Appreciate the mention last night Sean…I’LL BE BACK…!

Using all caps more adeptly than our president, McCarthy texted those nine words after I had presented the champion jockey trophy to Darren Nagle at the National Steeplechase Association’s Awards Dinner in January. Nagle had won his first title and deserved it, but former champions Paddy Young, Kieran Norris and Willie McCarthy deserved mention after bone-crunching and soul-searching seasons in 2017.

Young was out forever. Norris made it back by fall. And McCarthy, he had been on the shelf since summer, trying to recover from a broken foot, two broken vertebrae, five broken ribs, a punctured lung, a 10-inch laceration and a concussion suffered when he got unshipped early in a handicap hurdle at Parx. I wasn’t sure he was coming back, knowing that jump jockey’s years are measured like dog years and thinking about the mental and physical war of trying to relight a flickering flame. McCarthy, watching the award’s dinner on his computer, heard my doubt and made sure there would be no doubt.

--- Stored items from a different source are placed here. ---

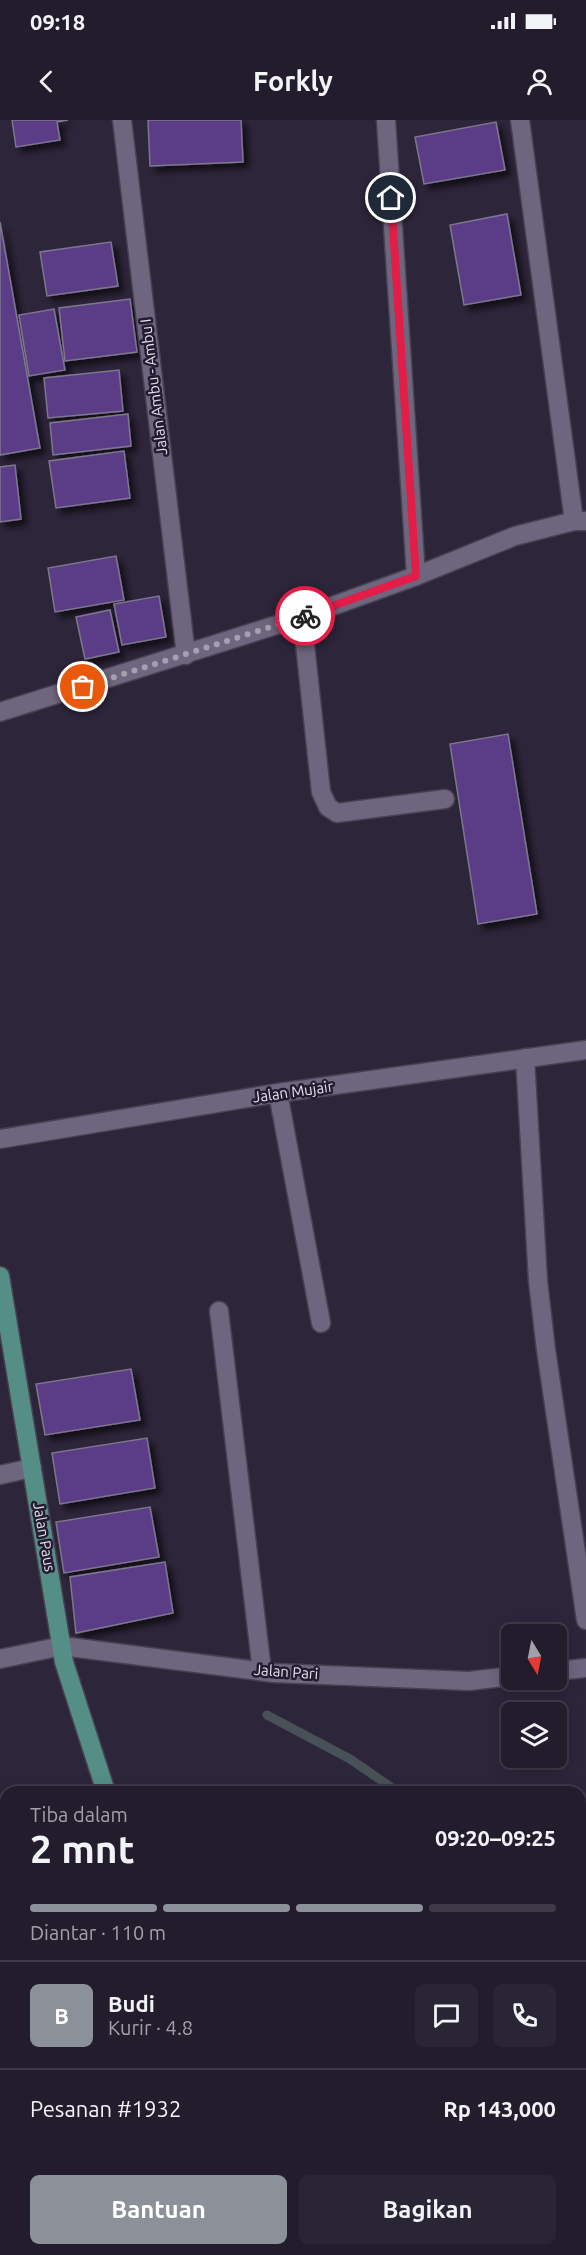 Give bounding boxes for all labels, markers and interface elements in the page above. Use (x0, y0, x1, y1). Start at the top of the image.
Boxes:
text: 09:18 (30, 9, 85, 34)
icon: back (30, 65, 63, 98)
icon: person (523, 65, 556, 98)
text: Forkly (253, 66, 333, 96)
pin (365, 172, 416, 223)
icon: home (374, 181, 407, 214)
street label: Jalan Ambu - Ambu I (137, 318, 170, 456)
courier (275, 586, 335, 646)
icon: bike (289, 600, 322, 633)
pin (57, 661, 108, 712)
icon: bag (66, 670, 99, 703)
street label: Jalan Mujair (252, 1077, 335, 1106)
street label: Jalan Paus (30, 1501, 59, 1573)
north arrow (501, 1624, 567, 1690)
map controls (501, 1624, 567, 1768)
street label: Jalan Pari (253, 1661, 319, 1682)
button: layers (501, 1702, 567, 1768)
text: Tiba dalam (30, 1803, 128, 1826)
text: 09:20–09:25 (435, 1825, 556, 1850)
text: 2 mnt (30, 1827, 134, 1870)
text: Diantar · 110 m (30, 1921, 166, 1944)
button: chat (415, 1984, 478, 2047)
button: phone (493, 1984, 556, 2047)
text: Budi (108, 1991, 155, 2016)
text: B (54, 2003, 69, 2028)
text: Kurir · 4.8 (108, 2016, 193, 2039)
text: Pesanan #1932 (30, 2096, 181, 2121)
text: Rp 143,000 (443, 2096, 556, 2121)
button: Bantuan (30, 2175, 287, 2244)
button: Bagikan (299, 2175, 556, 2244)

I fired back three thumbs up and hoped to see him when the season started in March. I have to admit, I wasn’t sure. Mid-30s, a champion title already on his mantle, battling his weight, trying to galvanize another comeback, McCarthy was far from a sure thing. Of all the jump jockeys I’ve known and written about, and there have been many, McCarthy is more introspective than most, that can be a blessing and a curse. McCarthy used it as a blessing while recuperating from his fall, going back and taking score of how he had been handling his career. Since winning the jockey title with 23 wins in 2014, McCarthy had plummeted to 10 wins in 2015, slipped to nine in 2016 and had eked out six wins before the Parx fall ended his 2017 season.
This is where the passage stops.